● MATERIAL TO PROCESS
----

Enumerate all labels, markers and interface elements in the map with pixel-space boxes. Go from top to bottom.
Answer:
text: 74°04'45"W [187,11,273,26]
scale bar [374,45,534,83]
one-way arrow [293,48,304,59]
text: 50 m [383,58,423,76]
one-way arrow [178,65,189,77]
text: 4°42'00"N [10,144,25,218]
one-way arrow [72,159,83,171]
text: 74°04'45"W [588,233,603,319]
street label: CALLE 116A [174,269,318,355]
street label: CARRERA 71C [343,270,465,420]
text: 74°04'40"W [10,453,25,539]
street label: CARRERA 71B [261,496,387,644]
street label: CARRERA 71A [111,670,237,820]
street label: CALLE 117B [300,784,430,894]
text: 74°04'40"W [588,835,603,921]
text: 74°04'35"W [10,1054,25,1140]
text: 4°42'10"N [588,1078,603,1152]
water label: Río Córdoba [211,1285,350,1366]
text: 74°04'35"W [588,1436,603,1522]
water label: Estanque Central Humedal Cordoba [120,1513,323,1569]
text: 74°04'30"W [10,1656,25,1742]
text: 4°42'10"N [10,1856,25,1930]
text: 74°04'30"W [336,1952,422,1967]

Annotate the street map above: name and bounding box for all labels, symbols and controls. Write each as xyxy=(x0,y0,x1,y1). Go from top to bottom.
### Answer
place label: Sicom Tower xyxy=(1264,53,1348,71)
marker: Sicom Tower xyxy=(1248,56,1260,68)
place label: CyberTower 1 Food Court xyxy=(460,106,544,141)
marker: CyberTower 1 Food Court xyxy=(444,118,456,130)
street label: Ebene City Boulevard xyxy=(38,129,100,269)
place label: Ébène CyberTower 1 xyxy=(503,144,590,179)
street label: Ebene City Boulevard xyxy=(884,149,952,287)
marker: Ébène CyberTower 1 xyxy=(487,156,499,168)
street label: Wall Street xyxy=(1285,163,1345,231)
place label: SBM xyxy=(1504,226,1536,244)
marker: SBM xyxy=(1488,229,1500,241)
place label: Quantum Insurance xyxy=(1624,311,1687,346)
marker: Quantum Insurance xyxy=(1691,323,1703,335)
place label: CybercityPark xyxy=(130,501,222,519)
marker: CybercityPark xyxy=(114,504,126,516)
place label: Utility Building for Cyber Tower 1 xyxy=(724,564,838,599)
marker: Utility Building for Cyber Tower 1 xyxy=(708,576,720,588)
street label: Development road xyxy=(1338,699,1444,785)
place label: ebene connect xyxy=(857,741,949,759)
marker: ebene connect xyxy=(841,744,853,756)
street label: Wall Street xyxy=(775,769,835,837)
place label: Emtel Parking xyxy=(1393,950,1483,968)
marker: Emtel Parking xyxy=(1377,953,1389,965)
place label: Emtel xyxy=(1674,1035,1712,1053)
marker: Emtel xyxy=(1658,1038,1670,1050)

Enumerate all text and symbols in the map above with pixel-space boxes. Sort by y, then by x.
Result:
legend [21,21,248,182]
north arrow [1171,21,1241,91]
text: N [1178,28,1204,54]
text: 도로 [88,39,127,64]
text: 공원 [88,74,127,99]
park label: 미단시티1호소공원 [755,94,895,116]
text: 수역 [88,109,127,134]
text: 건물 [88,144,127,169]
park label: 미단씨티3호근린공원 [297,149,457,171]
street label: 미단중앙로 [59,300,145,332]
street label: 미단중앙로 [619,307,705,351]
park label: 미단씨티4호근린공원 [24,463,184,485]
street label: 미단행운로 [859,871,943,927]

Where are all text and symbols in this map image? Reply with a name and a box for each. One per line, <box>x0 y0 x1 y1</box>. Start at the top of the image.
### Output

----

● REQUIREMENT
Based on the entries above, give the number of lines with the string "bottom" and no further text.

● TASK ANSWER
2